Contribuintes que declaram não ser residentes estão na mira da Receita
A Receita Federal fará um acompanhamento mais próximo em fundos de investimentos, bancos e contribuintes que declaram ser não residentes, após detectar que fundos de investimentos estruturados (os FIPs, em especial) estão sendo usados em planejamentos tributários considerados “abusivos” ou “agressivos”. Ao menos 50 fundos de investimento, dez bancos e 30 mil pessoas compõem esse grupo que não será fiscalizado oficialmente, mas que passará por um acompanhamento especial.
Nos Fundos de Participação em Investimentos (FIP), a alíquota zero sobre os rendimentos concedida a residentes (com até 40% de cotas) ou domiciliados no exterior é assegurada pelo artigo 3º da Lei nº 11.312/2006.
Segundo informações conferidas pela Delegacia de Maiores Contribuintes (Demac) de São Paulo, o argumento do Fisco é que investidores, por meio dessa estratégia, estariam sendo beneficiados com isenção do Imposto de Renda (IR) destinado a estrangeiros sem possuir esse direito. Eles também estariam fazendo uso de fundos para adiar o recolhimento do tributo por tempo indeterminado.
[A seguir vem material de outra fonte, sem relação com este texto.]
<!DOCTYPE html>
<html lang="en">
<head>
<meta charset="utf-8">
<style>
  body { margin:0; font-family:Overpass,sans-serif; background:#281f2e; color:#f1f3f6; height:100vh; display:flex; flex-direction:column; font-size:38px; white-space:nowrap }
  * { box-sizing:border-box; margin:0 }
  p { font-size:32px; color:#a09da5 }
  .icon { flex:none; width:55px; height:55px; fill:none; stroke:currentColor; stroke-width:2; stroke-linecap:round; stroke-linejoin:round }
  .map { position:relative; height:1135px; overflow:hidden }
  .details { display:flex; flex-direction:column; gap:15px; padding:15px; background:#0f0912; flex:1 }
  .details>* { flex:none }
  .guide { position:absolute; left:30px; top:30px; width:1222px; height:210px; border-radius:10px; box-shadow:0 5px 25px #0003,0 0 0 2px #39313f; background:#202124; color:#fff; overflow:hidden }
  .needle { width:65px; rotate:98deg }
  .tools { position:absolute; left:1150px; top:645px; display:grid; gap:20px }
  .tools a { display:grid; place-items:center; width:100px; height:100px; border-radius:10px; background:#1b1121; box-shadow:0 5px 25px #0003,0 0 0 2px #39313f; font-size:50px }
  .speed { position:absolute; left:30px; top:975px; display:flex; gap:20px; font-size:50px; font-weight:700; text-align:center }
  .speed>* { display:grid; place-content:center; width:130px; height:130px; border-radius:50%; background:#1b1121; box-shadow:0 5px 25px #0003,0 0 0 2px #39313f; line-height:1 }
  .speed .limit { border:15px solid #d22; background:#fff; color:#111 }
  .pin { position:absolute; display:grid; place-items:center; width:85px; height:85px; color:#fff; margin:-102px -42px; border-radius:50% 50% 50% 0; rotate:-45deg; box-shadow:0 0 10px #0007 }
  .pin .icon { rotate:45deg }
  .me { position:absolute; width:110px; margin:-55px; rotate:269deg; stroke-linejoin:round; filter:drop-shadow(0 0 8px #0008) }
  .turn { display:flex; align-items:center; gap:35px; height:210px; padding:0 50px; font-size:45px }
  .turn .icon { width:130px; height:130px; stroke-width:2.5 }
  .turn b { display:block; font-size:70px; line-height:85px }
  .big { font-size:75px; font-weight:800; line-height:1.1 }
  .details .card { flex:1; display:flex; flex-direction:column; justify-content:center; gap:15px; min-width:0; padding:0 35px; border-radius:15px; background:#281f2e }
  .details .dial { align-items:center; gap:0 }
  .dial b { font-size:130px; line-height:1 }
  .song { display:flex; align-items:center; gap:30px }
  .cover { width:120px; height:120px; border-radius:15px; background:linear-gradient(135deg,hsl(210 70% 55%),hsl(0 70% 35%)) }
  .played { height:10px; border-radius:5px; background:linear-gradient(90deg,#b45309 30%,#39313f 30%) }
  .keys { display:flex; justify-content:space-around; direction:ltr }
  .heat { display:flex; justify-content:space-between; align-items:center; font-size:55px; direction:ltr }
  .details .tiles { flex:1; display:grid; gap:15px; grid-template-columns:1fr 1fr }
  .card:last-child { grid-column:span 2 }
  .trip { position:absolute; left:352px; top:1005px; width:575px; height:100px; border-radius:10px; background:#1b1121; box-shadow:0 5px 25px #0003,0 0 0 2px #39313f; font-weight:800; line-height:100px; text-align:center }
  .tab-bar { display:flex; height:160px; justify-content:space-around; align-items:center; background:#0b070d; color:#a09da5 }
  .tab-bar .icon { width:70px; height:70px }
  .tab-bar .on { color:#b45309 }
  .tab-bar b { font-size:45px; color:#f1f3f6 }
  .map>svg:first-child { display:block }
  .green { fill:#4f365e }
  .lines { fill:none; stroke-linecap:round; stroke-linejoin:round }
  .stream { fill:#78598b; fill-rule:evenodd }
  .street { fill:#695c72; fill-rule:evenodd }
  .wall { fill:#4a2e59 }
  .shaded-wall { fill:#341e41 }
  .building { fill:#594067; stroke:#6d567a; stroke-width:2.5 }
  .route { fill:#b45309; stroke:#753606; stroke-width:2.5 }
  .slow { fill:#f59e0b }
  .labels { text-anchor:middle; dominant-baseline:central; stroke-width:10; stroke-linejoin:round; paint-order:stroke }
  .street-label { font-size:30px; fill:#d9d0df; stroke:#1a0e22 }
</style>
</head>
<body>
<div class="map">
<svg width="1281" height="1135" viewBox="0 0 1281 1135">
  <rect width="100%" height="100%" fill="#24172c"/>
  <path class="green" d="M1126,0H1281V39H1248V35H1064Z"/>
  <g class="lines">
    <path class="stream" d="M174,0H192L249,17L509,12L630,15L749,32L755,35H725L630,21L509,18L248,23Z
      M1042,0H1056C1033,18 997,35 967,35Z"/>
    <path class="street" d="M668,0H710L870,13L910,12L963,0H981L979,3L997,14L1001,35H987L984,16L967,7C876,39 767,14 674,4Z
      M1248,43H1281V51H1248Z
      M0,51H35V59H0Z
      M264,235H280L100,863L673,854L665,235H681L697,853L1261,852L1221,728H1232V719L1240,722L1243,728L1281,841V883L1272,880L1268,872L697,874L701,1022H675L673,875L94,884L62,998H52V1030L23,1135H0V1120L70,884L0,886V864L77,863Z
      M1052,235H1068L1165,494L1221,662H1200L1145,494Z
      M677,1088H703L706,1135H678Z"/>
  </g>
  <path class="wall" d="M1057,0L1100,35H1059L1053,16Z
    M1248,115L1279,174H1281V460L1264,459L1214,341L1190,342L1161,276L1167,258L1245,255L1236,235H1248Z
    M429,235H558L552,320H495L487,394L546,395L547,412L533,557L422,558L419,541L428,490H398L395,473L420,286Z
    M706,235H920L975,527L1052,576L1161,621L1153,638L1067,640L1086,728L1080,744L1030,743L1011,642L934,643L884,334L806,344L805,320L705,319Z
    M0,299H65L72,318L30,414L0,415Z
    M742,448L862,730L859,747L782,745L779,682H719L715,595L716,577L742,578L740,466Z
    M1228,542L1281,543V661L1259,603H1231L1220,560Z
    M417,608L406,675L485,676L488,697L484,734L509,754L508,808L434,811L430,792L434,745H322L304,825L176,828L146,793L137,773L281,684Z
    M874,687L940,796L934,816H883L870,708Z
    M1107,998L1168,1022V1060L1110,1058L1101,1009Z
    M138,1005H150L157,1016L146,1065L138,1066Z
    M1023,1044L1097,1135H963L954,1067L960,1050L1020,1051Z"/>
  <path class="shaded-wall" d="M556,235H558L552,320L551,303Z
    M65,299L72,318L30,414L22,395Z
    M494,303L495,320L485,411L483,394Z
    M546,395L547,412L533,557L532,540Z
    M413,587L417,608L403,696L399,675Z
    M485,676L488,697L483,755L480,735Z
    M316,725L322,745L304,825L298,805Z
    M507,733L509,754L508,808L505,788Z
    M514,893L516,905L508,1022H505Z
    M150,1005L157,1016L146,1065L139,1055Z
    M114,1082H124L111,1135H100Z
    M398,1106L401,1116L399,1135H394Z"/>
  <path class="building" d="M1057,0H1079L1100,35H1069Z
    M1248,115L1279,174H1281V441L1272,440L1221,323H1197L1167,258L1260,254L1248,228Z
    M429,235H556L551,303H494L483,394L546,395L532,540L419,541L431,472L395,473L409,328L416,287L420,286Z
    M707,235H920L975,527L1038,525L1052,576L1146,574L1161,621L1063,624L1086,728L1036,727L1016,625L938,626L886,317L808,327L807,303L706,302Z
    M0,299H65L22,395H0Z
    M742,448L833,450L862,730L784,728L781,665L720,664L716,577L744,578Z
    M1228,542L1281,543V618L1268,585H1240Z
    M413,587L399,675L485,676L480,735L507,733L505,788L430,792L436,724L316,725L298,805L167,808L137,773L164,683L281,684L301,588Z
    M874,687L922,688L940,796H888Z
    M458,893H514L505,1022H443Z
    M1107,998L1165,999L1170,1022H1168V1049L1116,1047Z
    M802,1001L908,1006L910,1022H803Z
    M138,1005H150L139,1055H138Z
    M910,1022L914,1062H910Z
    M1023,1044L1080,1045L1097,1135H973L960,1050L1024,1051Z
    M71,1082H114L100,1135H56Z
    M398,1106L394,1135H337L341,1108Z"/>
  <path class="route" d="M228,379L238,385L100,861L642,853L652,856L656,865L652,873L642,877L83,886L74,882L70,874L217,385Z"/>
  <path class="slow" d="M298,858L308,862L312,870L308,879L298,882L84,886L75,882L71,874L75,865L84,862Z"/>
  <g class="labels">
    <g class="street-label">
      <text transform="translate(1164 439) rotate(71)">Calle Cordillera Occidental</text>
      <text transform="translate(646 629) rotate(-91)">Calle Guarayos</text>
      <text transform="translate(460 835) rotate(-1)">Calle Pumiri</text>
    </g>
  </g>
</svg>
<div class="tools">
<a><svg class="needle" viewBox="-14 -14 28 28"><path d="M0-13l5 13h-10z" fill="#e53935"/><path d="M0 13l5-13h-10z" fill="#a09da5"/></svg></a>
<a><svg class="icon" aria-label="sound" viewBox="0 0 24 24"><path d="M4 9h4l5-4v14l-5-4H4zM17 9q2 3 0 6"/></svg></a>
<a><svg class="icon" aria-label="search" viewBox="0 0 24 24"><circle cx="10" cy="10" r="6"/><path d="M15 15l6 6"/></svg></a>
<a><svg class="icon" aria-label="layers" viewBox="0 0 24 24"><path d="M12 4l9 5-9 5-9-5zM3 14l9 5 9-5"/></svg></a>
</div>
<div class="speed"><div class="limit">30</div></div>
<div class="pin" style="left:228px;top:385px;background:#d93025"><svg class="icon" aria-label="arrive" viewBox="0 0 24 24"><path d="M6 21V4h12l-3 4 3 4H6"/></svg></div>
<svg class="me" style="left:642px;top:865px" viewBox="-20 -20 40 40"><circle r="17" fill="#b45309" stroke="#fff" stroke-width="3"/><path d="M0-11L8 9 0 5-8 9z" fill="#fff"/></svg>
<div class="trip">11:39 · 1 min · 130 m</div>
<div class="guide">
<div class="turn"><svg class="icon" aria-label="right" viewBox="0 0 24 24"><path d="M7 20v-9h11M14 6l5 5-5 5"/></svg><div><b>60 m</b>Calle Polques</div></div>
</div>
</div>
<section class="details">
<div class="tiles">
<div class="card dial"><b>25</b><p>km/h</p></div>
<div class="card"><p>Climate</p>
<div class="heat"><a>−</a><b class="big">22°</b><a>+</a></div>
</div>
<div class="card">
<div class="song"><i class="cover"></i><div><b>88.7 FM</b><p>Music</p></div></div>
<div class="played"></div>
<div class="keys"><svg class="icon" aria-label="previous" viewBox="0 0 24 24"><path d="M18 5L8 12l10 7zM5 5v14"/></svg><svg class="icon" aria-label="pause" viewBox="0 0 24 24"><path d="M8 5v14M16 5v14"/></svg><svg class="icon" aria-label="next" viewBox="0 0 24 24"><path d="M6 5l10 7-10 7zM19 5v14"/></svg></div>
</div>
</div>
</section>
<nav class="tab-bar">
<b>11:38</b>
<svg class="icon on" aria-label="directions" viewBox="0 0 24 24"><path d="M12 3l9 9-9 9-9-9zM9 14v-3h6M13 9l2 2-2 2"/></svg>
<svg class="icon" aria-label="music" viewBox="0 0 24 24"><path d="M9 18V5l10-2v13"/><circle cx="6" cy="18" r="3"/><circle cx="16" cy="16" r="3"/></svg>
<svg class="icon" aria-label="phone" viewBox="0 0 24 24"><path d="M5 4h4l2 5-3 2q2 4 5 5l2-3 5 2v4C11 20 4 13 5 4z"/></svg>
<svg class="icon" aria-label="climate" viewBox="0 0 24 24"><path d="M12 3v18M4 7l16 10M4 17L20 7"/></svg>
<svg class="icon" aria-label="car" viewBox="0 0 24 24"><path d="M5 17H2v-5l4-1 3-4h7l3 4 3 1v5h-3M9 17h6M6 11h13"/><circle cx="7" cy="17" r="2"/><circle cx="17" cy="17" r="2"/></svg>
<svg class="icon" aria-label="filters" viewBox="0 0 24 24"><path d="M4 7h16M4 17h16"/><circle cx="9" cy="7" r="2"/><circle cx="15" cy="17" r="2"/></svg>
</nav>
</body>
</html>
Atualmente, há seis acompanhamentos desse tipo em curso. De acordo com a delegada Márcia Cecília Meng, da Demac, a Receita está focada em identificar brasileiros (pessoas físicas ou jurídicas) que se passam por não residentes para deixar de recolher a alíquota de 15% do imposto sobre seus rendimentos; além de encontrar operações que visam escapar da tributação do IR sobre o ganho de capital com a venda de empresas.
A delegada cita como exemplo o caso de uma pessoa física que negava residir tanto no Brasil quanto nos Estados Unidos, onde possuía investimentos. “Para a SEC [Securities and Exchange Commission dos EUA] ele declarava morar no Brasil. À Receita dizia residir em Delaware. O contribuinte não era tributado em lugar algum”, conta.
Nesse caso, foi necessário apenas uma consulta ao site do órgão regulador americano para constatar a falsa informação.
Márcia também relata outras situações observadas, como a venda de empresas brasileiras e a transferência de cotas para fundos estrangeiros em que as cotas passaram para o fundo antes da venda ser efetiva, como maneira de evitar o pagamento de IR sobre o ganho de capital.
Outras ações, como a simulação de operações com longas cadeias para a obtenção de isenção de imposto também estão sendo observadas. Nesses casos, o objetivo pode ser tanto mascarar o brasileiro residente quanto “diluir” as cotas para não ficar evidente que um estrangeiro possui mais de 40% de participação no fundo (acima disso, não há mais alíquota zero).
A delegada da Demac ainda afirma que um banco, que não identificou para o Fisco quem seriam os beneficiários finais de cotas de um FIT, já foi autuado solidariamente por conta de uma operação envolvendo alguns bilhões de reais e que, por isso, essas instituições também podem ser responsabilizadas pela Receita. “A instituição financeira não pode representar alguém que não sabe quem é. Vamos responsabilizar solidariamente quem der causa a fraudes”, garante.
Acompanhamento da Receita
Paulo Ricardo de Souza Cardoso, secretário-adjunto da Receita Federal, afirma que “identificar os operadores por meio dos fundos é um desafio porque, muitas vezes, é estrangeiro, mas o investidor é brasileiro”.
Apesar disso, ele garante que essa identificação ficará mais fácil a partir do momento em que começar a valer a troca de informações entre nações previstas na Convenção Multilateral sobre Assistência Mútua Administrativa em Matéria Tributária. O Brasil aderiu ao programa – leia mais aqui.
A sócia da área tributária do escritório Tozzini Freire, Ana Cláudia Utumi, entretanto, prega cautela à Receita ao distinguir cada situação analisada, para não espantar os bons fundos do Brasil, que realmente teriam direito ao incentivo. “O desafio da Receita será identificar o que é realmente artificial”.